Eliza Dushku’s competing slayer Faith gets bumped aside in an explosive opening. Emma Caulfield continues to supply a winsome comic relief as the reformed vengeance demon Anya. She is an example of Whedon and Noxon’s inventive ability to replenish "the Scooby Gang," Buffy’s close-knit group of friends and helpers, which gets its name from the mystery-solving quintet in "Scooby-Doo." (They haven’t been without their missteps, witness Tom Lenk’s wimpy Andrew.)
Nathan Fillion, rescued from Whedon’s outer-space Fox flop "Firefly," returns as Caleb, the epitome of the show’s ornery and confrontational satire. (Dressed in priestly garb and misquoting the Bible for his own ends, he has already called down the ire of Brent Bozell’s arch-conservative Parents Television Council.)

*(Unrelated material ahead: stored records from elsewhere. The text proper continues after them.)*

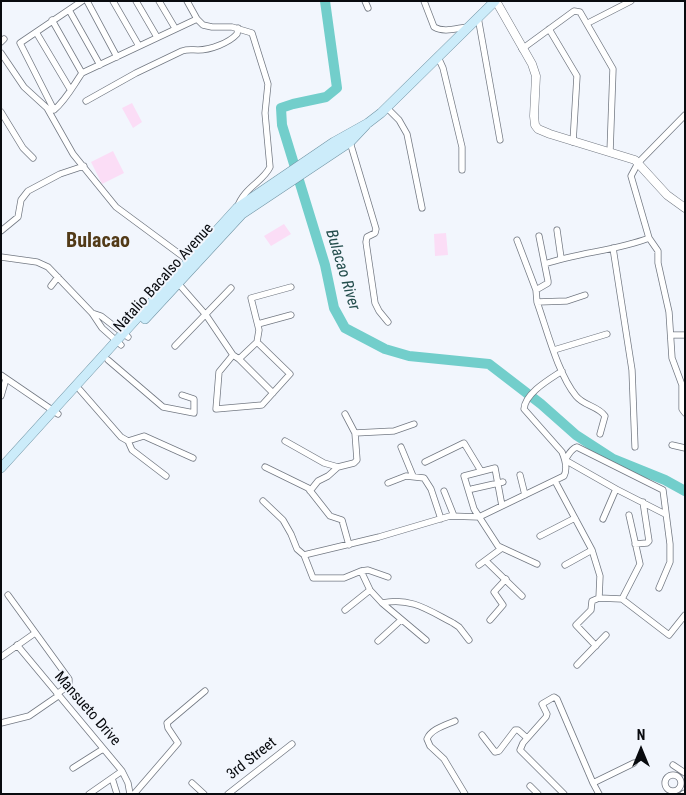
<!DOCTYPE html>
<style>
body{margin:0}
#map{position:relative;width:686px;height:795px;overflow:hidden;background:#f2f6fd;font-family:"Roboto Condensed",sans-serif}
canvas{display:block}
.frame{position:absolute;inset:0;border:2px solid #090b0f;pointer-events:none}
.north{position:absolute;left:616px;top:725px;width:50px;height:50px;-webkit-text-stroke:4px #f2f6fd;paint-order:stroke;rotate:0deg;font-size:14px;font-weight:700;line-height:20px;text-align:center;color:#090b0f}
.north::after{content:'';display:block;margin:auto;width:18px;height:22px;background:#090b0f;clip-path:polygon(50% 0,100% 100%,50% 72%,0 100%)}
</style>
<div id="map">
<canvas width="686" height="795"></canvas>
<div class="frame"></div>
<div class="north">N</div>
</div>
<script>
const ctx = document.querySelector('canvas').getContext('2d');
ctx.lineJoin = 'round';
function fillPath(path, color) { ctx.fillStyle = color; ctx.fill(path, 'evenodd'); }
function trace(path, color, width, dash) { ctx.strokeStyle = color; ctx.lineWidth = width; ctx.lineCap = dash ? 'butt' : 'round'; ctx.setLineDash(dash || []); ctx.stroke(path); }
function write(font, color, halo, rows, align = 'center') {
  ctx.font = font + ' "Roboto Condensed",sans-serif'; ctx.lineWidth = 4; ctx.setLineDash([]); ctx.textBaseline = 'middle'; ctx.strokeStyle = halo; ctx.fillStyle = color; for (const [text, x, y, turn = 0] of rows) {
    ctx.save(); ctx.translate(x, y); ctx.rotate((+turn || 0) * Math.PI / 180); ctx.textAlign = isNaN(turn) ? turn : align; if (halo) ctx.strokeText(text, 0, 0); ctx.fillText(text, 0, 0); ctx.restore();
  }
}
const green = new Path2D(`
 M132 103 142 122 133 128 122 108Z
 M113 151 124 173 102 184 91 162Z
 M284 224 291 234 271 246 264 236Z
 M446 233 448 255 435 256 434 234Z`);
const river = new Path2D(`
 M325 1 337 88 326 97 293 104 281 108 282 125 325 265 334 308 345 328 385 349 409 356 489 364 541 404 576 435 613 459 665 480 685 491`);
const street = new Path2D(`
 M82 1 20 43 54 110C66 100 73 86 82 73L197 19
 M87 1 117 57
 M113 1 139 46
 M136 1 157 37
 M159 1 175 28
 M187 1 197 19 203 25 212 27H232L252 33 268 84 265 113 270 167C263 182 244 187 237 208
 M365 1 368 8
 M424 1 434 27C444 33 457 28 468 27
 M69 10 100 65
 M478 17 500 140
 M52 20 82 73
 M588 23 631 1
 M549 29 577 76 573 142
 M36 32 70 89
 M1 42 4 39
 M522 49 574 11 580 12 613 69 610 152
 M1 53 24 87 47 108 73 154 116 207 189 261
 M438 57 443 68 462 147V170
 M86 101 136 73 182 51C188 49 192 50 198 50 210 50 229 43 237 34L238 28
 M386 107 399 120 407 134 422 208
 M1 112 23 148 33 158
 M685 115 638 163 631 176 649 238 658 251V263L669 312 672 358 682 385V409L685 413
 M350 142 376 229 375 233 367 237 366 242 375 303 379 311 388 322
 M557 230 561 258
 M1 231 18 217 21 200 28 191 60 174 84 166
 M517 240 536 290 537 302C547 330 558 374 576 396 584 406 598 406 605 416L600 434
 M613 248 632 370 635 447
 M1 257 37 262 48 267 92 313 102 328 121 345
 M545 264C579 252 616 251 649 238
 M177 282 206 315 233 355 239 359 273 393
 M51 286 58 277
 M536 290 548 283V281L539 236
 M537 302 567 301 585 295
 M92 313 101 316 128 337
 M258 324 291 315
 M672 335H685
 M175 346 231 288
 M554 350 607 334
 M233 355 219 372 216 409 262 405 290 374 257 342
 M239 359 257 342 259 330 251 298 291 287
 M108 360 163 407 194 413V399L182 395
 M1 375 58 414
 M80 390 121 437 128 441 144 436 193 458
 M1 396 6 379
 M355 433 394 431 414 424
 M128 441 132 450 166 476
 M285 441 324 463 338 467
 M672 445 685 448
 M401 447 413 476
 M425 462 464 443 481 471
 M265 467 308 488 330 516 342 520 349 545
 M520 475 525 495
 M555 481 592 550 600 576 599 598 592 601 591 610 576 625 596 646
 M388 483 406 476 424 478 431 489 441 519
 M472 489 503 482
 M310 491 318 481 328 476 338 467 354 463 357 460 355 433 345 414
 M444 491 454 516
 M263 501 283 520 291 534 297 549 304 555 313 578H344L361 571 368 570 388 577
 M502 506 495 468 464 476 474 509 498 546 537 564
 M603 519 616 489
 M540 536 575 518
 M635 544 647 543 649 541 643 502
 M304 555 379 537 450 516 479 517 564 476C568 468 565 459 562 452L524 409C525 393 550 379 562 371
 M486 561 522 596
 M479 565 502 548
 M565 565 592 550
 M361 571 370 590 382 603C411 597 428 610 453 623L459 627 469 640
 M659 588 670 562V544L663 490 577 447C572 448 568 455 565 460L616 489 665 514
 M8 595 69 679V685L57 694
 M599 598 622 599 669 635 685 615
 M622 599 640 564 629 515
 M382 603 426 640
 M345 610 370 590
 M490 620 503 605 494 592 506 579
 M378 641 401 620
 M17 645 122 771 128 783 130 794
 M1 657 35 633
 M577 665 606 635
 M455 721C446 725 431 729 427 739L430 746 444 759 465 794
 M1 723 29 716 58 696
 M482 735 495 752 499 751 515 730H518L527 738
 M673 765 685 773
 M73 768 103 749
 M665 783a8 8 0 1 1 16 0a8 8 0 1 1-16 0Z
 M112 778 117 794
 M192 783 204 794
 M593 783 634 763
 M530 786 538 794
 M89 794 122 771
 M134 794 178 743 168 728 167 723 205 691
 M228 794 292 744
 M564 794 520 750 523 743 546 717 547 714 542 704 554 697 557 699 593 783 599 794
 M683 794 685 793`);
const secondary = new Path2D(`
 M496 1 532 64 536 76 534 116 535 125 538 129 550 134 635 160 667 195 685 208`);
const primary = new Path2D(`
 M145 319 242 214 350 142 366 125
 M1 468 237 208 334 142 368 123 381 113 495 1`);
const streetNames = [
 ["Natalio Bacalso Avenue",164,278,-48],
 ["Mansueto Drive",87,709,49],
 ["3rd Street",252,759,-38]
];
const waterNames = [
 ["Bulacao River",342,270,73]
];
const districtNames = [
 ["Bulacao",98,242]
];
fillPath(green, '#fbddf6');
trace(river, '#72cecb', 10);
trace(street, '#737983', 7);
trace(secondary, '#737983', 9);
trace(primary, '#7295a5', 10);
trace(street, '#fff', 5.5);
trace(secondary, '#fff', 8);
trace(primary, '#ccecfa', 9);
write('15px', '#090b0f', '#f2f6fd', streetNames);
write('italic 16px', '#234d4c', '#f2f6fd', waterNames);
write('bold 20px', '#523a17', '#f2f6fd', districtNames);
</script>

Last but not least, there is also James Marsters’ Spike, the latest in a series of nice vampires - bad guys fighting to be good. He has served as the fulcrum of the series this season, as most of the Scoobies insisted he be killed, but Buffy maintained her belief in his ultimate redemption. Tonight’s ending puts Spike again at the pivot point, combined with the arrival of a secret guest star who will be no secret to fans who can almost set their watches to the time of his return.
What beckons next week ? Whedon could go for full tragedy. He could set the series down on a happy ending with Buffy, who "saved the world - a lot," according to the epitaph on an earlier tombstone, doing it one more time. She could die and yet be redeemed by the Guardians - the "Oedipus at Colonus" transcendence of tragedy. She could wake up in an insane asylum with all seven seasons a product of her imagination - a finale the series first posited last year.
Whatever happens, "Buffy" has already sealed its place in the pantheon. I can think of few dramas that have been more consistent ("The Sopranos"), a few more that have been as emotionally powerful ("Northern Exposure," "Hill Street Blues"), a few more than have been as daring ("The X-Files," "The Twilight Zone") and none that has been better at creating its own universe, staying true to its tenets and yet applying its stories to real-world concerns.
Most viewers won’t know what they’ve missed until it’s gone.